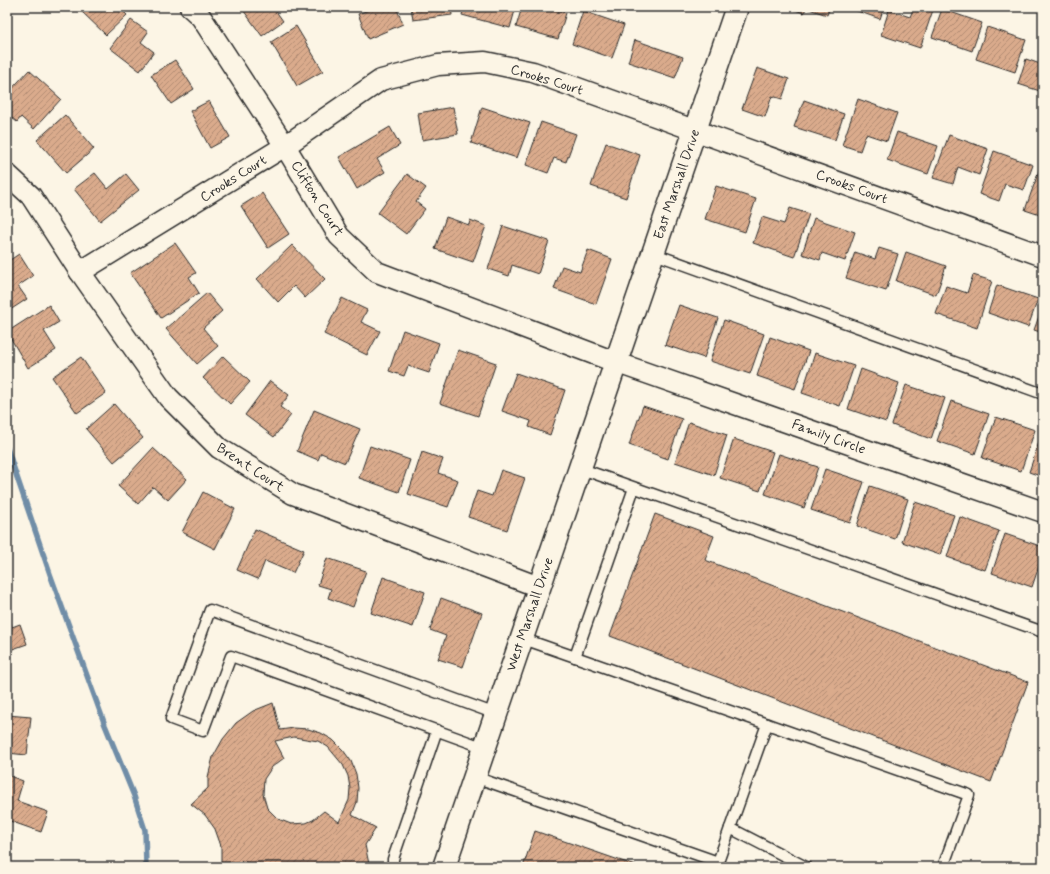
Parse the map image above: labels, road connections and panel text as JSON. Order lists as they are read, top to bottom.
{
  "streets": {
    "main road": ["East Marshall Drive", "West Marshall Drive"],
    "street": [
      "Crooks Court",
      "Clifton Court",
      "Family Circle",
      "Brent Court"
    ]
  },
  "crossings": [
    ["Crooks Court", "East Marshall Drive"],
    ["Crooks Court", "Clifton Court"],
    ["Crooks Court", "Brent Court"],
    ["East Marshall Drive", "Clifton Court"],
    ["East Marshall Drive", "Family Circle"],
    ["East Marshall Drive", "West Marshall Drive"],
    ["Clifton Court", "Family Circle"],
    ["Clifton Court", "West Marshall Drive"],
    ["Family Circle", "West Marshall Drive"],
    ["Brent Court", "West Marshall Drive"]
  ]
}
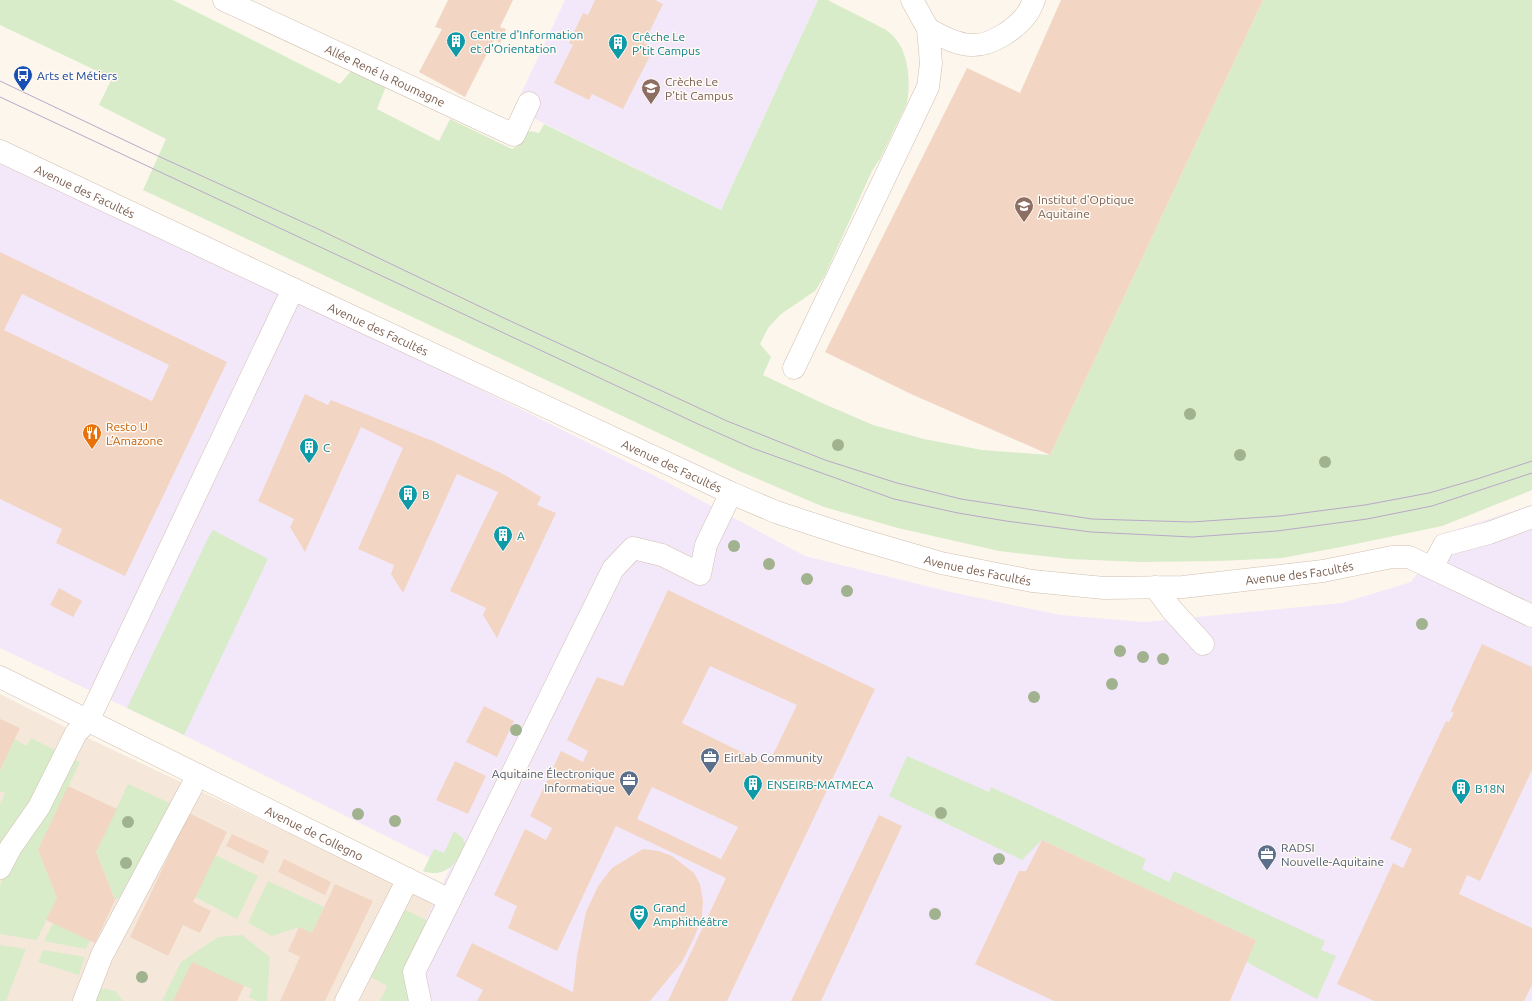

☆ ☆ ☆

What is wanted is a verbatim transcription of every record above, pictures excluded.

TASK OUTPUT =
Parse the map image above: labels, road connections and panel text as JSON. Order lists as they are read, top to bottom.
{
  "streets": {
    "main road": ["East Marshall Drive", "West Marshall Drive"],
    "street": [
      "Crooks Court",
      "Clifton Court",
      "Family Circle",
      "Brent Court"
    ]
  },
  "crossings": [
    ["Crooks Court", "East Marshall Drive"],
    ["Crooks Court", "Clifton Court"],
    ["Crooks Court", "Brent Court"],
    ["East Marshall Drive", "Clifton Court"],
    ["East Marshall Drive", "Family Circle"],
    ["East Marshall Drive", "West Marshall Drive"],
    ["Clifton Court", "Family Circle"],
    ["Clifton Court", "West Marshall Drive"],
    ["Family Circle", "West Marshall Drive"],
    ["Brent Court", "West Marshall Drive"]
  ]
}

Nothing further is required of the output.